• WHAT YOU NEED TO DO
A faithful copy of every entry is the goal; keep the images out of it.

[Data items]
§ §

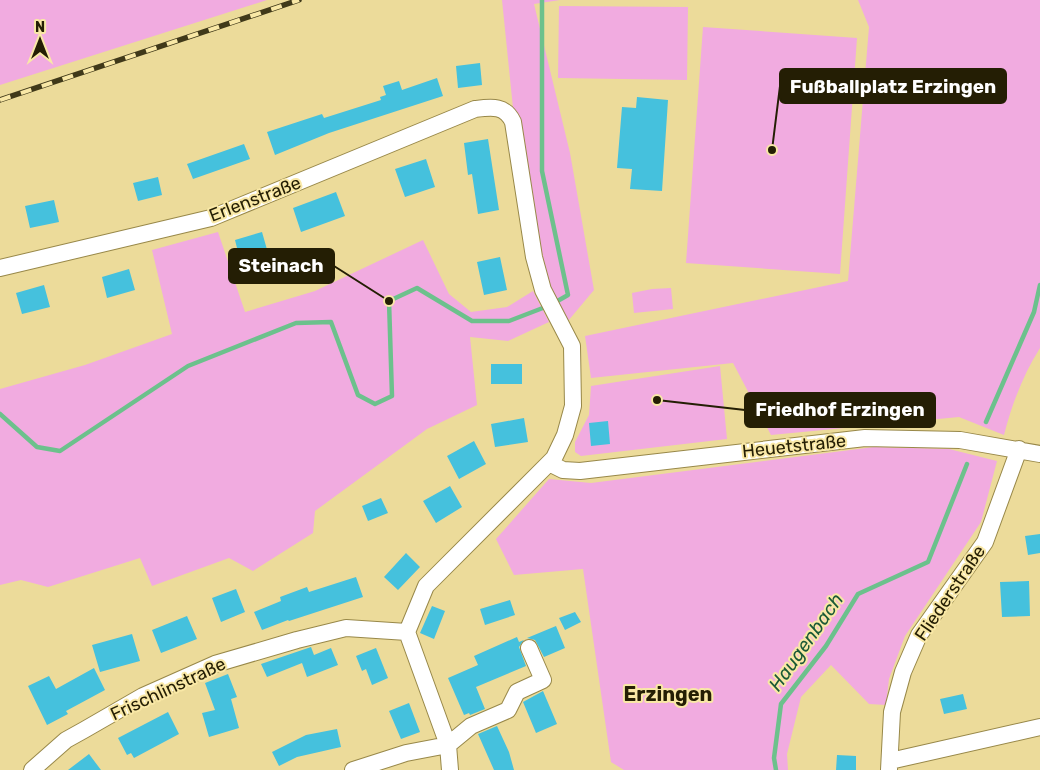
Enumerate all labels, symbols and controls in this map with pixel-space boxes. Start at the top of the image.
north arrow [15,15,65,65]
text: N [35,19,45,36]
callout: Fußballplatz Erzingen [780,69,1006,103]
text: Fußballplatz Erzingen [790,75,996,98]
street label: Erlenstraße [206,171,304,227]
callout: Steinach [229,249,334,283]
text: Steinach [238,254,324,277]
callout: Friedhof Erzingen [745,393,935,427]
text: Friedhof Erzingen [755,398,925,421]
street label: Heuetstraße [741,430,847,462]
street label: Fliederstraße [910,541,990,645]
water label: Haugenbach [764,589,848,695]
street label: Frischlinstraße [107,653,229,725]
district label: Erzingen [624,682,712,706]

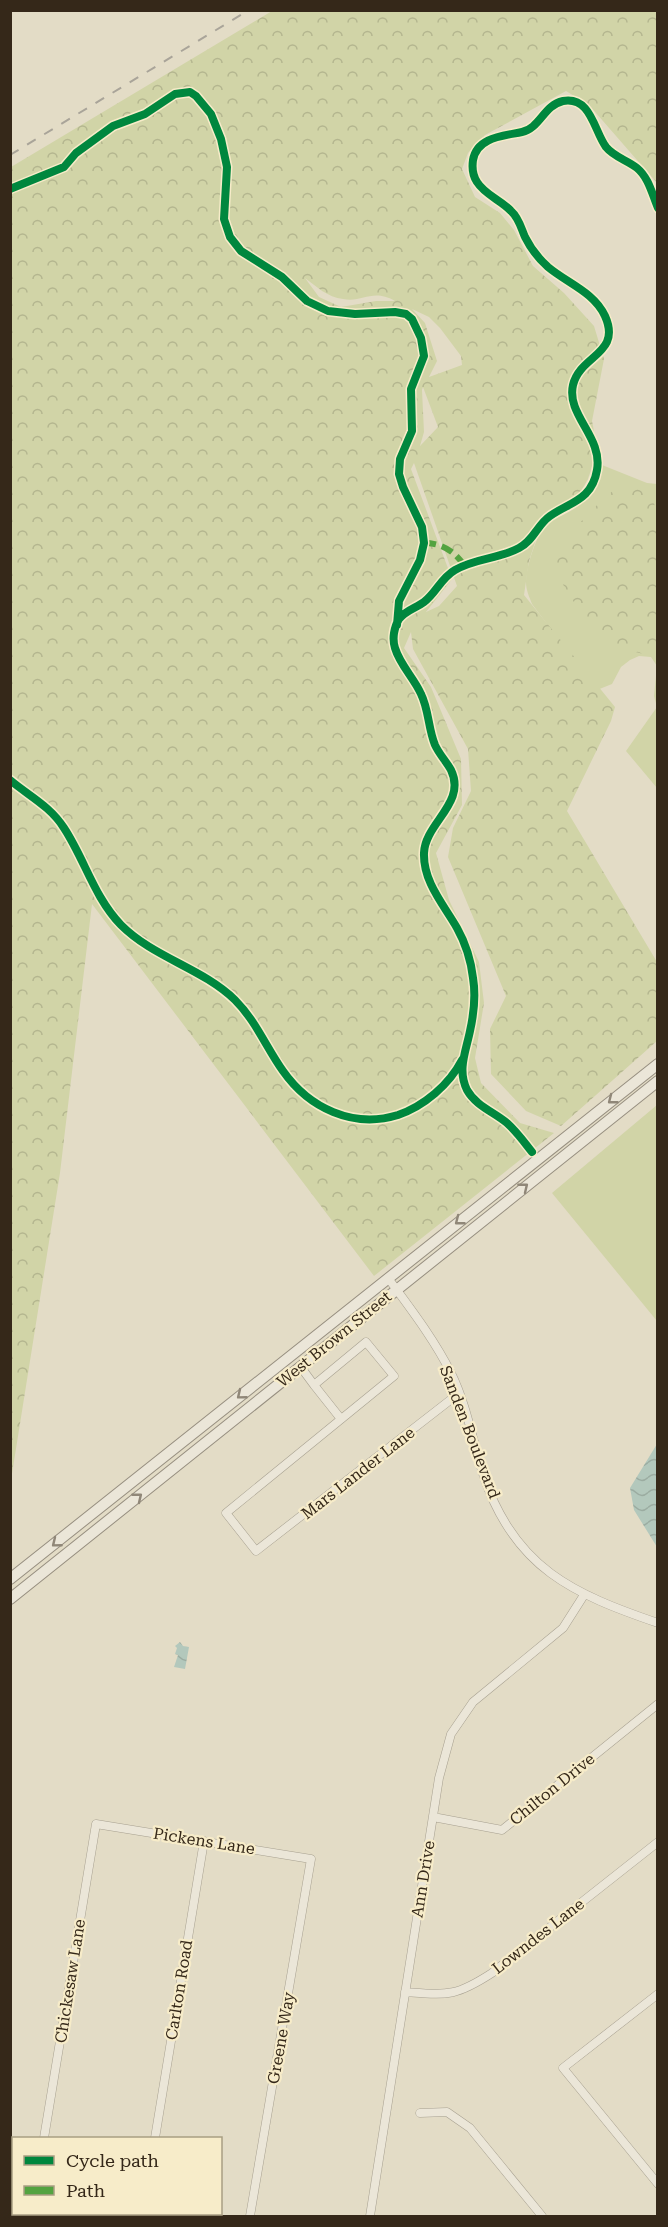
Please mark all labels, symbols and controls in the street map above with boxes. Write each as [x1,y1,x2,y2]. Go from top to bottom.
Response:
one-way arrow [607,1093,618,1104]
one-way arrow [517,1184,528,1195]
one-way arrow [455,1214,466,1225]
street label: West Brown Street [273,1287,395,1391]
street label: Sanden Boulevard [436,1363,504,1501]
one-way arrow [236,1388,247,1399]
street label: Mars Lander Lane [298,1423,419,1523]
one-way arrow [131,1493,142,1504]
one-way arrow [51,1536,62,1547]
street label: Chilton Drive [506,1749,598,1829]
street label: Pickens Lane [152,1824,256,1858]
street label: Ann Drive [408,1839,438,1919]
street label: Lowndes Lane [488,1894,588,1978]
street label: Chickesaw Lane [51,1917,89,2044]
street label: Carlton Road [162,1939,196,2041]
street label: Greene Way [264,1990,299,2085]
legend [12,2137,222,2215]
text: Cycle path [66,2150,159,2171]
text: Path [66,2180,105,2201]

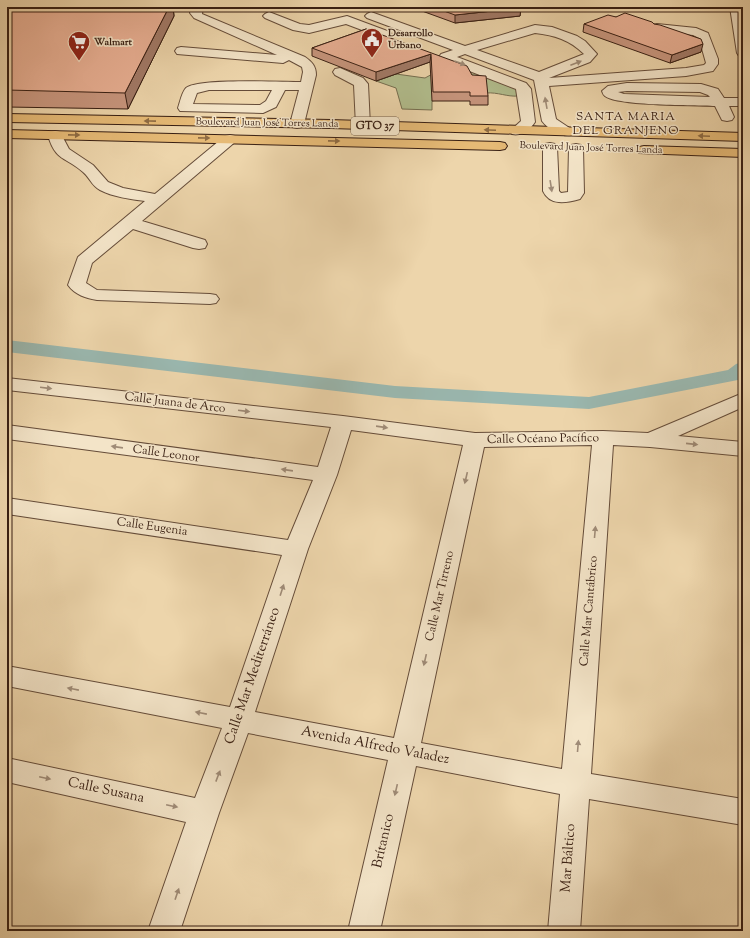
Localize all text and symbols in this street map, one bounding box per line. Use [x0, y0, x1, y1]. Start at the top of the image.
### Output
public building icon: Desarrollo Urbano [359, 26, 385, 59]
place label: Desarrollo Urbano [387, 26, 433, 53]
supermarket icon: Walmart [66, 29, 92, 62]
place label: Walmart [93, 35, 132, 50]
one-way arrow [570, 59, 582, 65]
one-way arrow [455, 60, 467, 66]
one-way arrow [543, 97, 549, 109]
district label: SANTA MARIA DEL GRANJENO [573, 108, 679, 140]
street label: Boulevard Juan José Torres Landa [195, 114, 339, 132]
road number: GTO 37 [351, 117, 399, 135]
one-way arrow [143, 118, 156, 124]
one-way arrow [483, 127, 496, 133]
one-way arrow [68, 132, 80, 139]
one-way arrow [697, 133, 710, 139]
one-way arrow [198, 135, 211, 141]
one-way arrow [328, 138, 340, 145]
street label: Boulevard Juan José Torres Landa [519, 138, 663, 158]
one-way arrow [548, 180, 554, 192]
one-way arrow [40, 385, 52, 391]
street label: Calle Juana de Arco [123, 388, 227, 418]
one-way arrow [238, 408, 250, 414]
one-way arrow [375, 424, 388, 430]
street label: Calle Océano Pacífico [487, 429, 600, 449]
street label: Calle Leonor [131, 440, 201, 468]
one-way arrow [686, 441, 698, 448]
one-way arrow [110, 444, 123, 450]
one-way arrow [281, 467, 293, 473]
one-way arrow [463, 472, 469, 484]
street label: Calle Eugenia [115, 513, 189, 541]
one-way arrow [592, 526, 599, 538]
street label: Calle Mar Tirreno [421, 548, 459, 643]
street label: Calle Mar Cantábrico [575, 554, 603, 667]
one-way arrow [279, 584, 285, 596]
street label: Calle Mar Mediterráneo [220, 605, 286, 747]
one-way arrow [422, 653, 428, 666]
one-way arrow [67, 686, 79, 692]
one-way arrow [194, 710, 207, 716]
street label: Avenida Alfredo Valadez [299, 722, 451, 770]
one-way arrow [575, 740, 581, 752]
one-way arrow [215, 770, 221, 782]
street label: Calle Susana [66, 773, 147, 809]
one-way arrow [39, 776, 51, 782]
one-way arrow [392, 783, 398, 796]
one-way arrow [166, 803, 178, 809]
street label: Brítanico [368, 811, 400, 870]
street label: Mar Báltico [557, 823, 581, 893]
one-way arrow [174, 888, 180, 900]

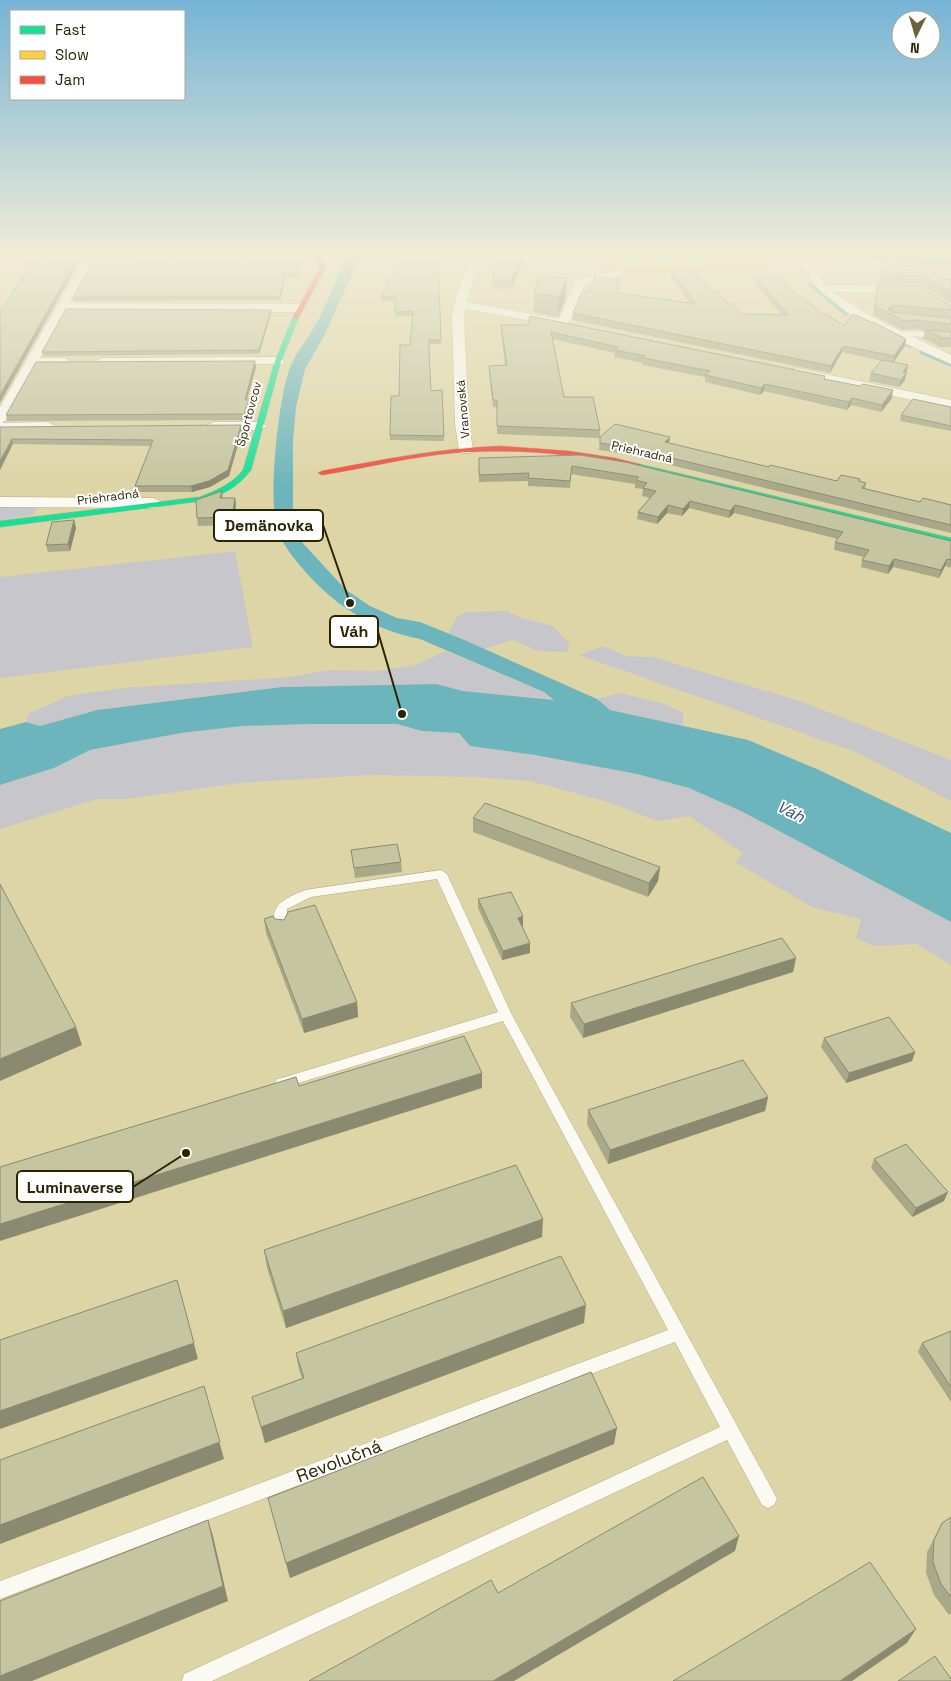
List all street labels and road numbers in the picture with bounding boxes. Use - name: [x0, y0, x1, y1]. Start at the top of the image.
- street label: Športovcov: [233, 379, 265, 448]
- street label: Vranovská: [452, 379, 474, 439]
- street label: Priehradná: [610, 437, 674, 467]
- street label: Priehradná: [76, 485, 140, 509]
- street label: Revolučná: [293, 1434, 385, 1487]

§ §

• OUTPUT OF THE TASK
Enumerate all labels, symbols and controls in this map with pixel-space boxes. Start at the top of the image.
north arrow [15,15,65,65]
text: N [35,19,45,36]
callout: Fußballplatz Erzingen [780,69,1006,103]
text: Fußballplatz Erzingen [790,75,996,98]
street label: Erlenstraße [206,171,304,227]
callout: Steinach [229,249,334,283]
text: Steinach [238,254,324,277]
callout: Friedhof Erzingen [745,393,935,427]
text: Friedhof Erzingen [755,398,925,421]
street label: Heuetstraße [741,430,847,462]
street label: Fliederstraße [910,541,990,645]
water label: Haugenbach [764,589,848,695]
street label: Frischlinstraße [107,653,229,725]
district label: Erzingen [624,682,712,706]

Please mark all labels, symbols and controls in the street map above with boxes. Write each as [x1,y1,x2,y2]. Go from top to bottom.
Response:
one-way arrow [607,1093,618,1104]
one-way arrow [517,1184,528,1195]
one-way arrow [455,1214,466,1225]
street label: West Brown Street [273,1287,395,1391]
street label: Sanden Boulevard [436,1363,504,1501]
one-way arrow [236,1388,247,1399]
street label: Mars Lander Lane [298,1423,419,1523]
one-way arrow [131,1493,142,1504]
one-way arrow [51,1536,62,1547]
street label: Chilton Drive [506,1749,598,1829]
street label: Pickens Lane [152,1824,256,1858]
street label: Ann Drive [408,1839,438,1919]
street label: Lowndes Lane [488,1894,588,1978]
street label: Chickesaw Lane [51,1917,89,2044]
street label: Carlton Road [162,1939,196,2041]
street label: Greene Way [264,1990,299,2085]
legend [12,2137,222,2215]
text: Cycle path [66,2150,159,2171]
text: Path [66,2180,105,2201]

Localize all text and symbols in this street map, one bounding box per line. Use [x0, y0, x1, y1]. Start at the top of the image.
### Output
public building icon: Desarrollo Urbano [359, 26, 385, 59]
place label: Desarrollo Urbano [387, 26, 433, 53]
supermarket icon: Walmart [66, 29, 92, 62]
place label: Walmart [93, 35, 132, 50]
one-way arrow [570, 59, 582, 65]
one-way arrow [455, 60, 467, 66]
one-way arrow [543, 97, 549, 109]
district label: SANTA MARIA DEL GRANJENO [573, 108, 679, 140]
street label: Boulevard Juan José Torres Landa [195, 114, 339, 132]
road number: GTO 37 [351, 117, 399, 135]
one-way arrow [143, 118, 156, 124]
one-way arrow [483, 127, 496, 133]
one-way arrow [68, 132, 80, 139]
one-way arrow [697, 133, 710, 139]
one-way arrow [198, 135, 211, 141]
one-way arrow [328, 138, 340, 145]
street label: Boulevard Juan José Torres Landa [519, 138, 663, 158]
one-way arrow [548, 180, 554, 192]
one-way arrow [40, 385, 52, 391]
street label: Calle Juana de Arco [123, 388, 227, 418]
one-way arrow [238, 408, 250, 414]
one-way arrow [375, 424, 388, 430]
street label: Calle Océano Pacífico [487, 429, 600, 449]
street label: Calle Leonor [131, 440, 201, 468]
one-way arrow [686, 441, 698, 448]
one-way arrow [110, 444, 123, 450]
one-way arrow [281, 467, 293, 473]
one-way arrow [463, 472, 469, 484]
street label: Calle Eugenia [115, 513, 189, 541]
one-way arrow [592, 526, 599, 538]
street label: Calle Mar Tirreno [421, 548, 459, 643]
street label: Calle Mar Cantábrico [575, 554, 603, 667]
one-way arrow [279, 584, 285, 596]
street label: Calle Mar Mediterráneo [220, 605, 286, 747]
one-way arrow [422, 653, 428, 666]
one-way arrow [67, 686, 79, 692]
one-way arrow [194, 710, 207, 716]
street label: Avenida Alfredo Valadez [299, 722, 451, 770]
one-way arrow [575, 740, 581, 752]
one-way arrow [215, 770, 221, 782]
street label: Calle Susana [66, 773, 147, 809]
one-way arrow [39, 776, 51, 782]
one-way arrow [392, 783, 398, 796]
one-way arrow [166, 803, 178, 809]
street label: Brítanico [368, 811, 400, 870]
street label: Mar Báltico [557, 823, 581, 893]
one-way arrow [174, 888, 180, 900]

List all street labels and road numbers in the picture with bounding boxes. Use - name: [x0, y0, x1, y1]. Start at the top of the image.
- street label: Športovcov: [233, 379, 265, 448]
- street label: Vranovská: [452, 379, 474, 439]
- street label: Priehradná: [610, 437, 674, 467]
- street label: Priehradná: [76, 485, 140, 509]
- street label: Revolučná: [293, 1434, 385, 1487]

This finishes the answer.